- _WHAT IS EXPECTED_: For every record that follows, transcribe the text exactly and leave any image out.

[Collected data]

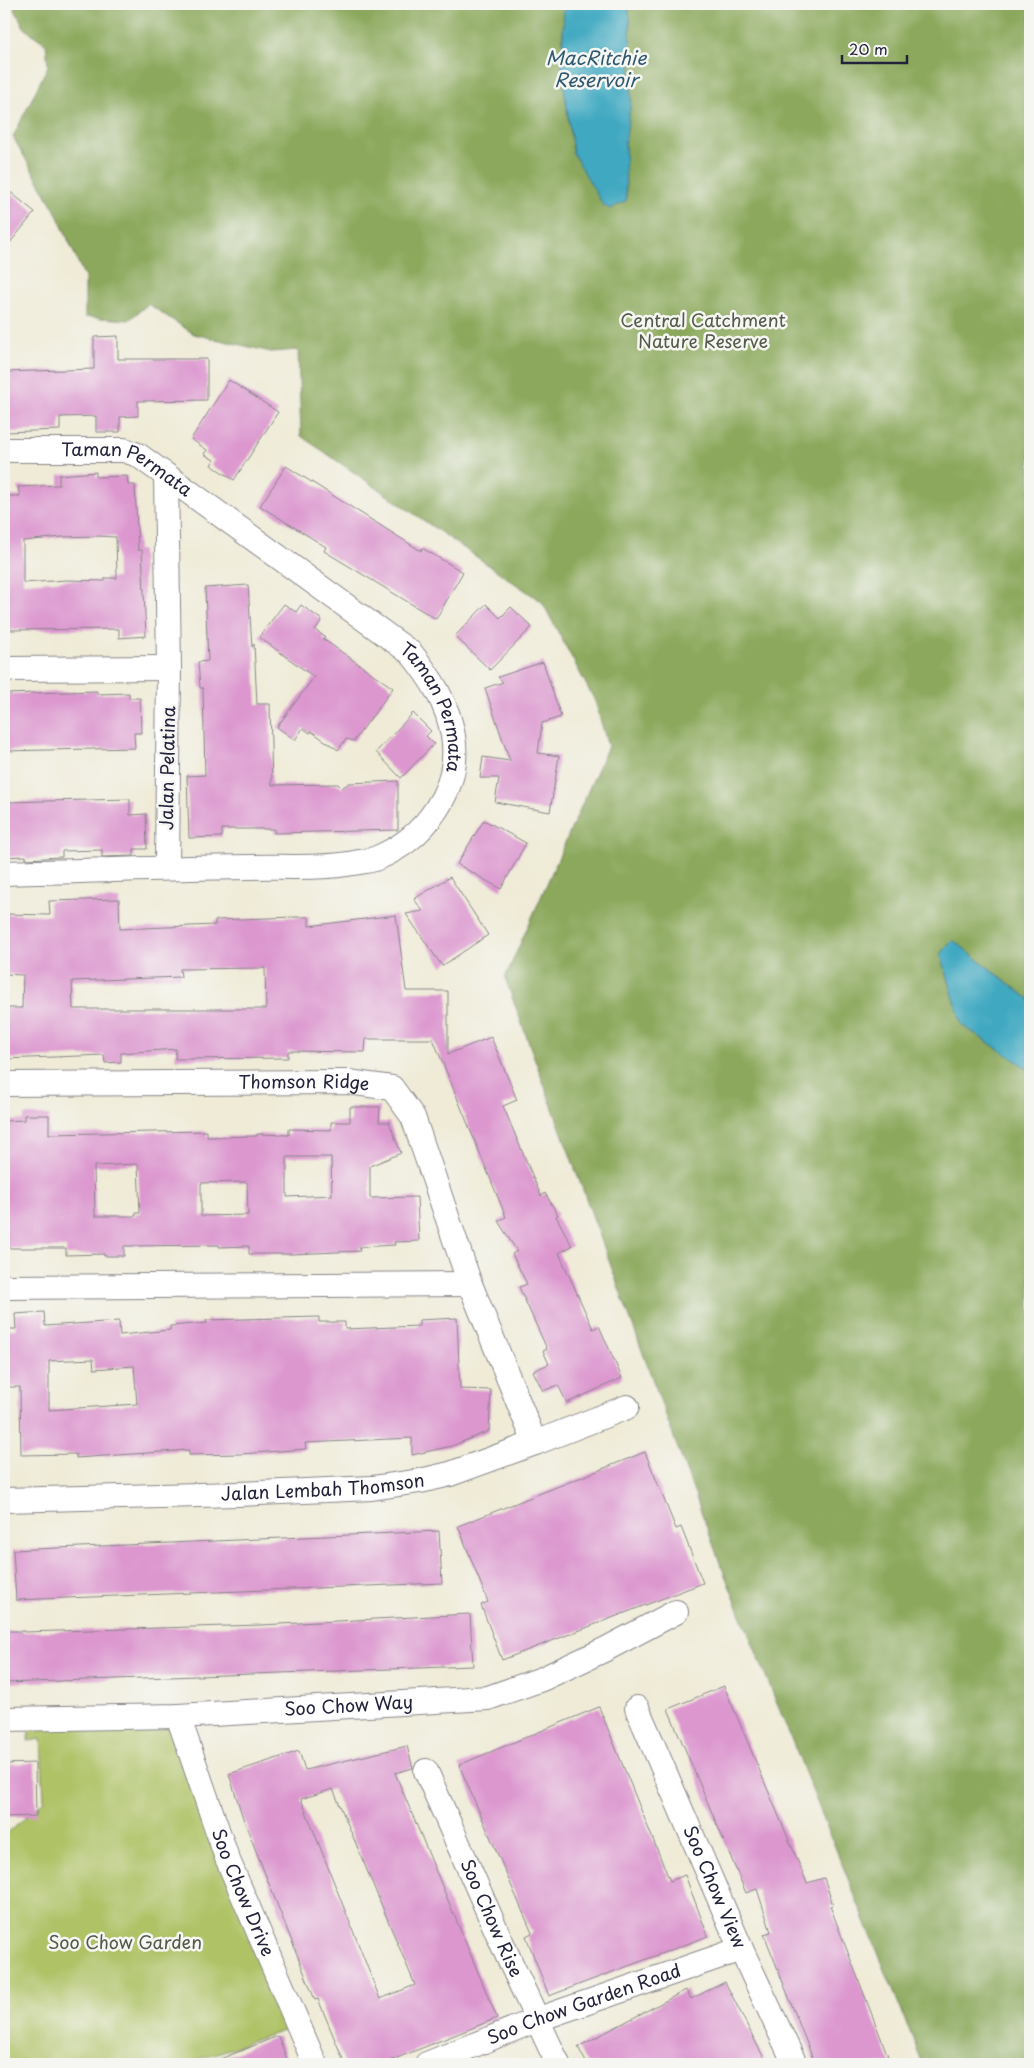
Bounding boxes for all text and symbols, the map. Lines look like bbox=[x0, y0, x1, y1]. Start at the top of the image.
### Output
scale bar bbox=[842, 32, 906, 64]
text: 20 m bbox=[849, 37, 888, 60]
water label: MacRitchie Reservoir bbox=[546, 43, 647, 93]
park label: Central Catchment Nature Reserve bbox=[620, 306, 786, 354]
street label: Taman Permata bbox=[61, 435, 199, 503]
street label: Taman Permata bbox=[395, 635, 469, 775]
street label: Jalan Pelatina bbox=[152, 705, 181, 830]
street label: Thomson Ridge bbox=[238, 1067, 371, 1097]
street label: Jalan Lembah Thomson bbox=[220, 1466, 426, 1506]
street label: Soo Chow Way bbox=[283, 1687, 414, 1722]
street label: Soo Chow View bbox=[677, 1821, 754, 1952]
street label: Soo Chow Drive bbox=[206, 1824, 282, 1960]
street label: Soo Chow Rise bbox=[454, 1854, 531, 1981]
park label: Soo Chow Garden bbox=[48, 1928, 202, 1955]
street label: Soo Chow Garden Road bbox=[482, 1956, 684, 2050]

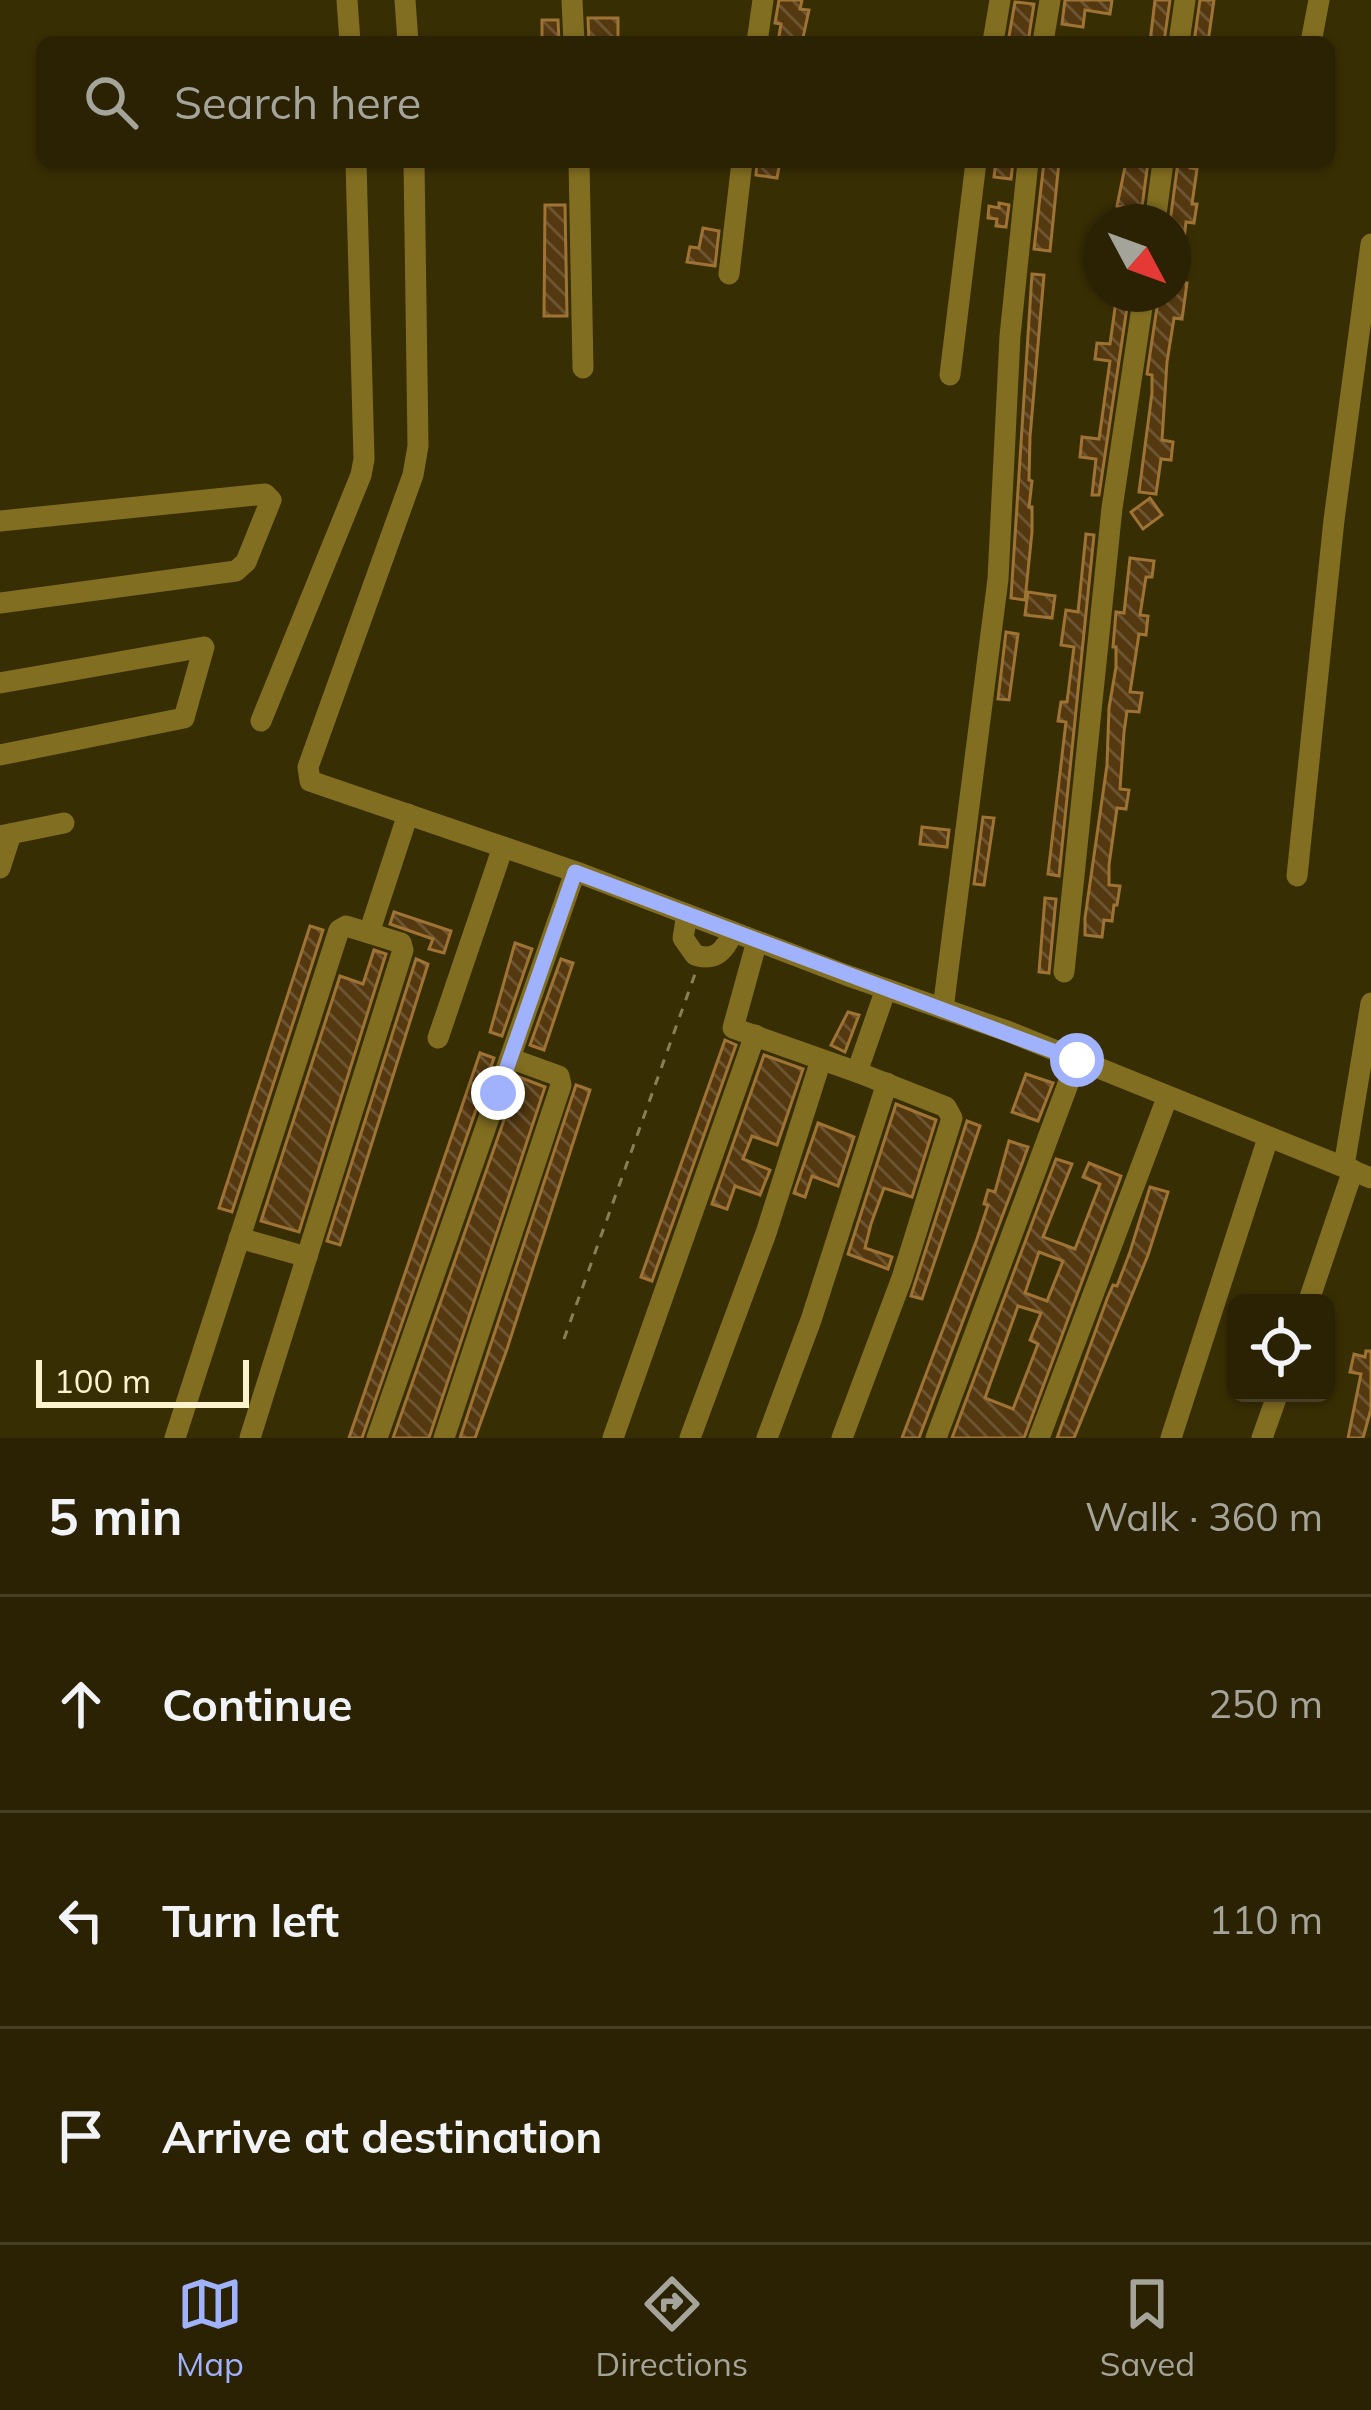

- _SOLUTION_:
Bounding boxes for all text and symbols, the map. Lines look like bbox=[x0, y0, x1, y1]. Start at the top of the image.
### Output
scale bar bbox=[842, 32, 906, 64]
text: 20 m bbox=[849, 37, 888, 60]
water label: MacRitchie Reservoir bbox=[546, 43, 647, 93]
park label: Central Catchment Nature Reserve bbox=[620, 306, 786, 354]
street label: Taman Permata bbox=[61, 435, 199, 503]
street label: Taman Permata bbox=[395, 635, 469, 775]
street label: Jalan Pelatina bbox=[152, 705, 181, 830]
street label: Thomson Ridge bbox=[238, 1067, 371, 1097]
street label: Jalan Lembah Thomson bbox=[220, 1466, 426, 1506]
street label: Soo Chow Way bbox=[283, 1687, 414, 1722]
street label: Soo Chow View bbox=[677, 1821, 754, 1952]
street label: Soo Chow Drive bbox=[206, 1824, 282, 1960]
street label: Soo Chow Rise bbox=[454, 1854, 531, 1981]
park label: Soo Chow Garden bbox=[48, 1928, 202, 1955]
street label: Soo Chow Garden Road bbox=[482, 1956, 684, 2050]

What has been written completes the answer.